:: SOURCE DATA
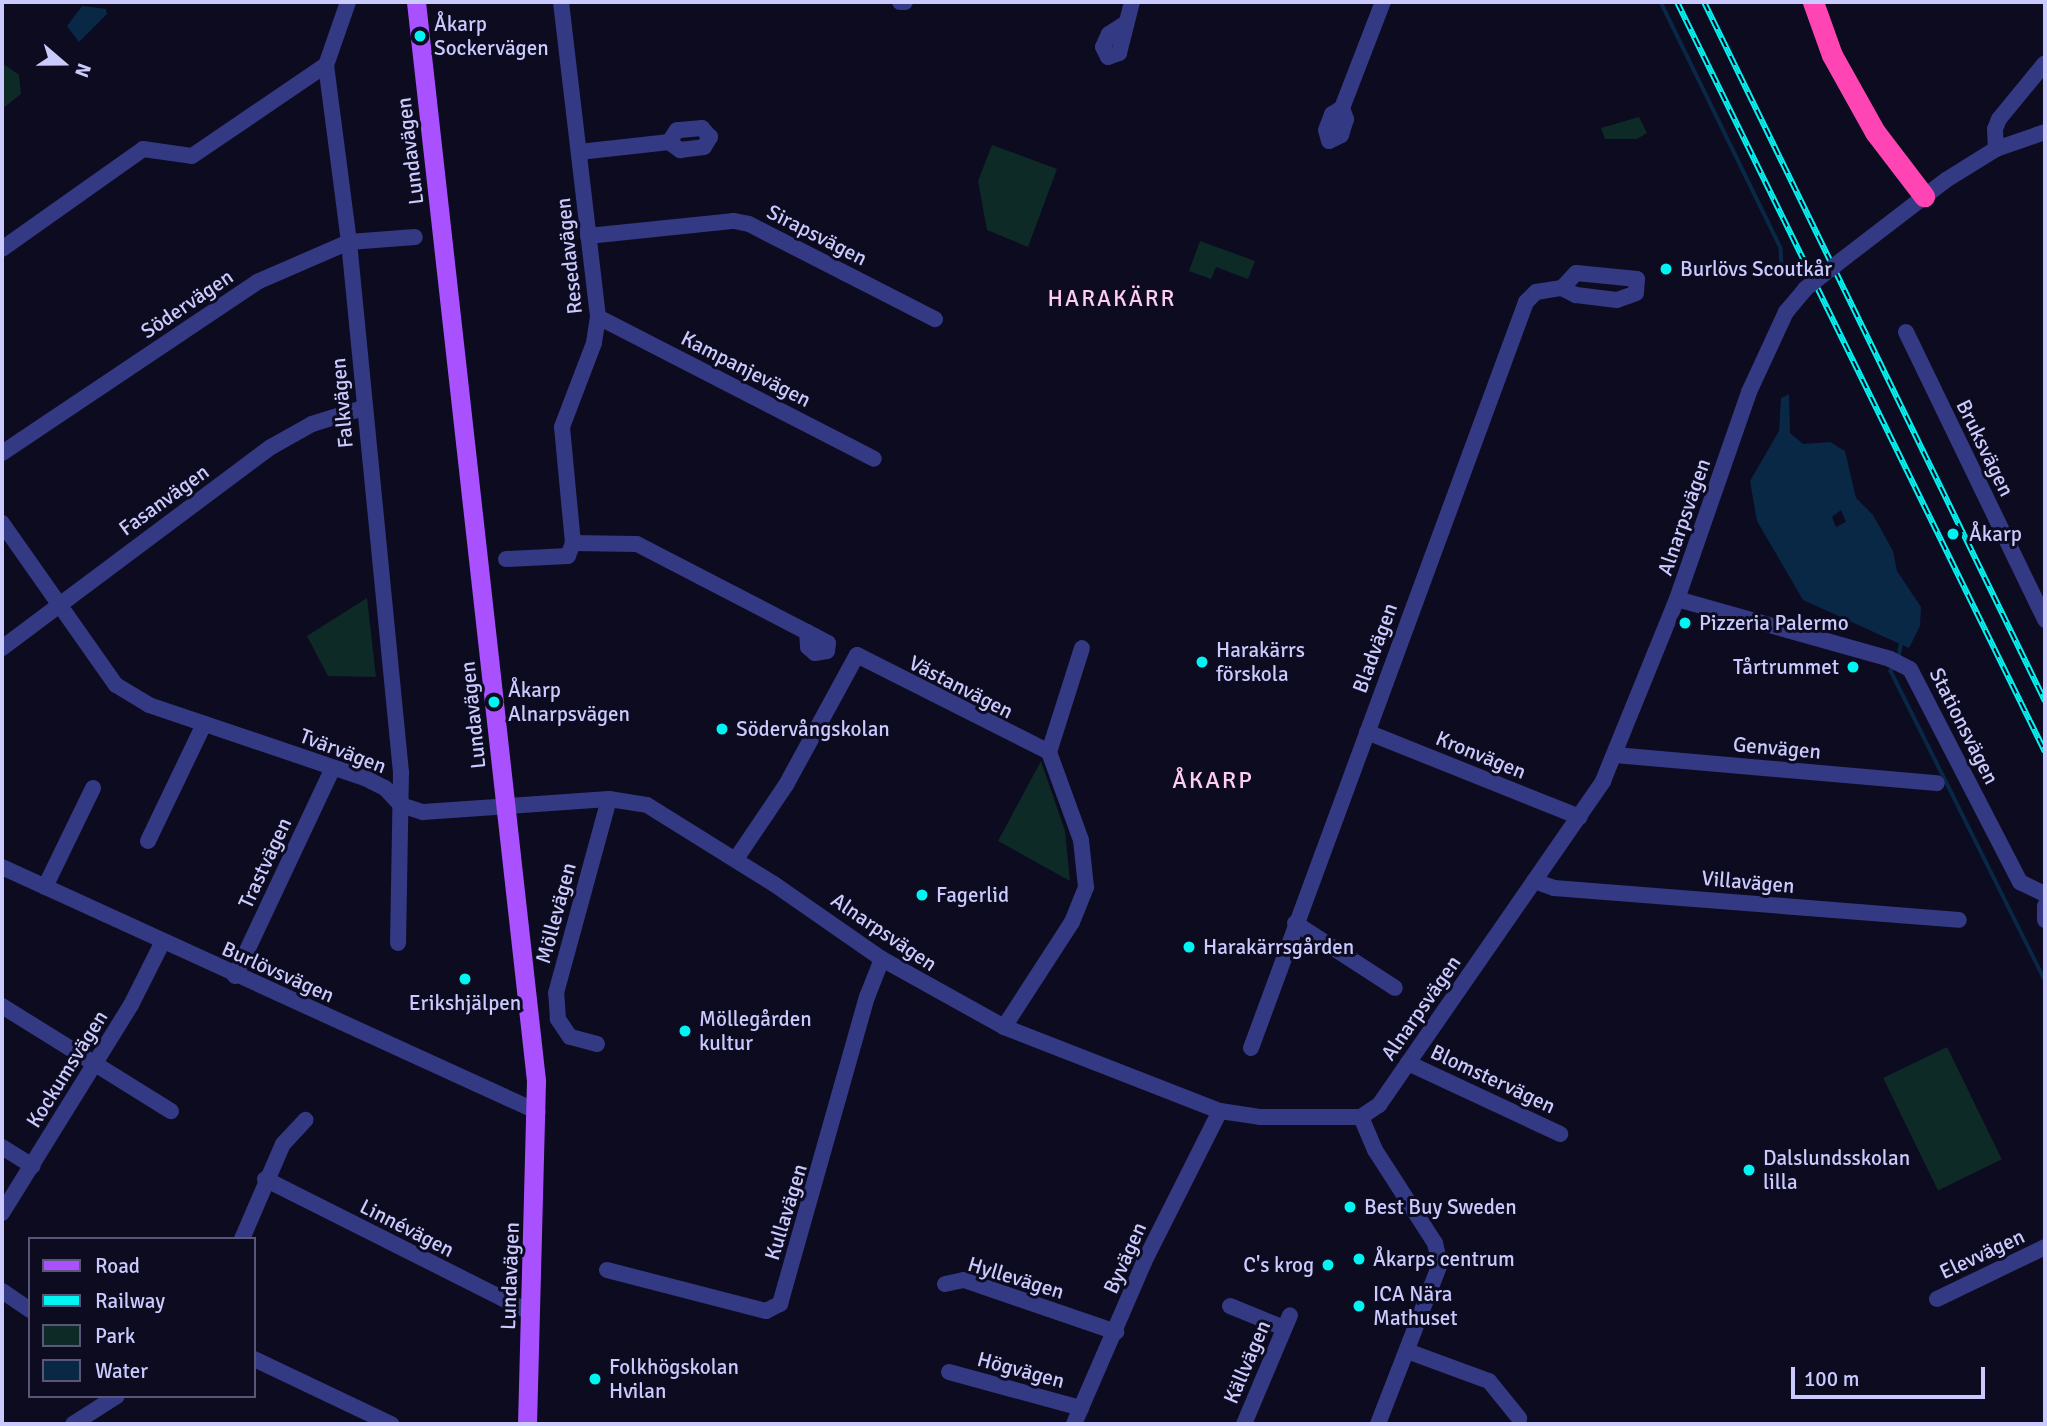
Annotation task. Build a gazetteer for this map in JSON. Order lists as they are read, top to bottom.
{
  "streets": {
    "main road": ["Lundavägen"],
    "street": [
      "Sirapsvägen",
      "Resedavägen",
      "Södervägen",
      "Kampanjevägen",
      "Falkvägen",
      "Bruksvägen",
      "Fasanvägen",
      "Alnarpsvägen",
      "Bladvägen",
      "Västanvägen",
      "Stationsvägen",
      "Genvägen",
      "Tvärvägen",
      "Kronvägen",
      "Trastvägen",
      "Villavägen",
      "Möllevägen",
      "Burlövsvägen",
      "Kockumsvägen",
      "Blomstervägen",
      "Kullavägen",
      "Linnévägen",
      "Elevvägen",
      "Byvägen",
      "Hyllevägen",
      "Källvägen",
      "Högvägen"
    ]
  },
  "crossings": [
    ["Lundavägen", "Alnarpsvägen"],
    ["Lundavägen", "Tvärvägen"],
    ["Lundavägen", "Burlövsvägen"],
    ["Lundavägen", "Linnévägen"],
    ["Sirapsvägen", "Resedavägen"],
    ["Resedavägen", "Kampanjevägen"],
    ["Södervägen", "Falkvägen"],
    ["Falkvägen", "Fasanvägen"],
    ["Falkvägen", "Tvärvägen"],
    ["Fasanvägen", "Tvärvägen"],
    ["Alnarpsvägen", "Västanvägen"],
    ["Alnarpsvägen", "Stationsvägen"],
    ["Alnarpsvägen", "Genvägen"],
    ["Alnarpsvägen", "Tvärvägen"],
    ["Alnarpsvägen", "Kronvägen"],
    ["Alnarpsvägen", "Villavägen"],
    ["Alnarpsvägen", "Möllevägen"],
    ["Alnarpsvägen", "Blomstervägen"],
    ["Alnarpsvägen", "Kullavägen"],
    ["Alnarpsvägen", "Byvägen"],
    ["Bladvägen", "Kronvägen"],
    ["Tvärvägen", "Trastvägen"],
    ["Trastvägen", "Burlövsvägen"],
    ["Burlövsvägen", "Kockumsvägen"],
    ["Byvägen", "Hyllevägen"],
    ["Byvägen", "Högvägen"]
  ],
  "districts": ["HARAKÄRR", "ÅKARP"],
  "places": [
    "Åkarp Sockervägen",
    "Burlövs Scoutkår",
    "Åkarp",
    "Pizzeria Palermo",
    "Harakärrs förskola",
    "Tårtrummet",
    "Åkarp Alnarpsvägen",
    "Södervångskolan",
    "Fagerlid",
    "Harakärrsgården",
    "Erikshjälpen",
    "Möllegården kultur",
    "Dalslundsskolan lilla",
    "Best Buy Sweden",
    "Åkarps centrum",
    "C's krog",
    "ICA Nära Mathuset",
    "Folkhögskolan Hvilan"
  ],
  "legend": [
    "Road",
    "Railway",
    "Park",
    "Water"
  ],
  "scale_bar": "100 m",
  "north": "right"
}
::::
TASK DESCRIPTION:
Count the lines of these entries that hold the string "Linnévägen", and give only that number.

THE COMPLETED TASK:
2